You can also optionally remove the lines about ConvertLib and MetaCoin, which we’ll no longer be using (If you do this, remove the test folder too, or build will fail. Thanks Vu Tien Khang for pointing this out). To run this migration again, you’ll need to use the reset flag, to make sure it’s run again.

truffle migrate --reset

More on how Truffle migrations work can be found here.

3. Interacting with your smart contract

Now that our contract is deployed, let’s play with it! We can send messages to it via function calls and read its public state. We’ll use the Truffle console for that:

$ truffle console
// get the deployed version of our contract
truffle(default)> var poe = ProofOfExistence1.deployed()
// and print its address 
truffle(default)> console.log(poe.address)
0x3d3bce79cccc331e9e095e8985def13651a86004
// let's register our first "document"
truffle(default)>
poe.notarize('An amazing idea')
Promise { <pending> }
// let's now get the proof for that document
truffle(default)> poe.calculateProof('An amazing idea').then(console.log)
Promise { <pending> }
0xa3287ff8d1abde95498962c4e1dd2f50a9f75bd8810bd591a64a387b93580ee7
// To check if the contract's state was correctly changed:
truffle(default)> poe.proof().then(console.log)
0xa3287ff8d1abde95498962c4e1dd2f50a9f75bd8810bd591a64a387b93580ee7
// The hash matches the one we previously calculated

Note that all function calls return a Promise, and we use `.then(console.log)` to print the result once the Promise resolves if we want to check it.

First thing we do is obtain a representation of our deployed contract and store it in a variable called `poe`.

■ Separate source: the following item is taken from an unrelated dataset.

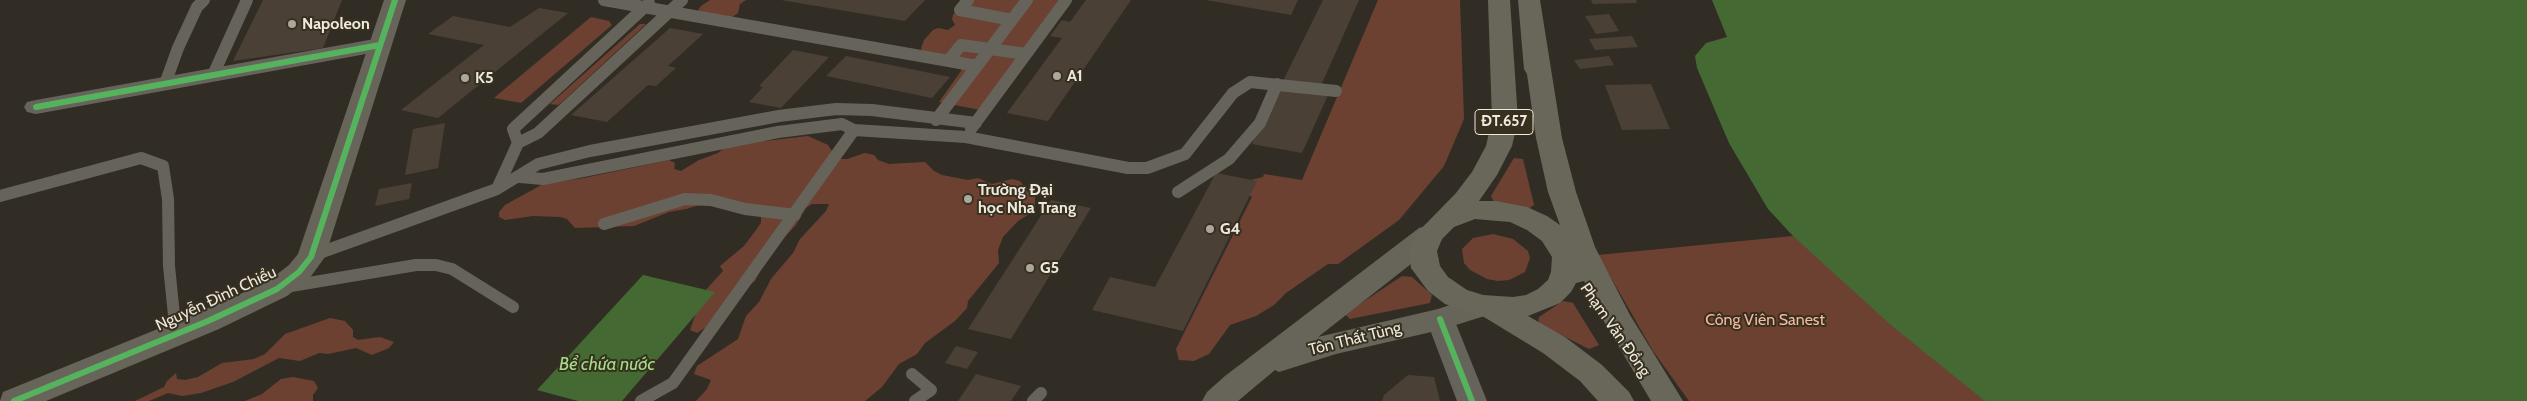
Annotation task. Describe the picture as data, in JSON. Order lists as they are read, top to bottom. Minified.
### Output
{"streets":{"main road":["ĐT.657","Phạm Văn Đồng"],"street":["Nguyễn Đình Chiểu","Tôn Thất Tùng"]},"crossings":[["ĐT.657","Phạm Văn Đồng"],["ĐT.657","Tôn Thất Tùng"],["Phạm Văn Đồng","Tôn Thất Tùng"]],"water":["Bể chứa nước"],"parks":["Công Viên Sanest"],"places":["Napoleon","A1","K5","Trường Đại học Nha Trang","G4","G5"]}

We then call the transactional function `notarize`, which involves a state change. When we call a transactional function, we get a Promise that resolves to a transaction id, not what the actual function returns. Remember that to change the EVM state we need to spend gas and send a transaction to the network. That’s why we get a transaction id as the result of the Promise, from the transaction that did this state change. In this case, we are not interested in the transaction id, so we just discard the Promise. When writing a real app, we’ll want to save it to check the resulting transaction and catch errors.

Next, we call the read-only (constant) function `calculateProof`. Remember to mark your read-only functions with the keyword `constant`, or else Truffle will try to craft a transaction to execute the function. This is a way to tell Truffle that we’re not interacting with the blockchain but just reading from it. By using this read-only function, we obtain the sha256 of the ‘An amazing idea’ “document”.

We now need to contrast this with the state of our smart contract. To check if the state changed correctly, we need to read the `proof` public state variable. To get the value of a public state variable, we can call a function of the same name, which returns a Promise. In our case, the output hash is the same, so everything worked as expected :)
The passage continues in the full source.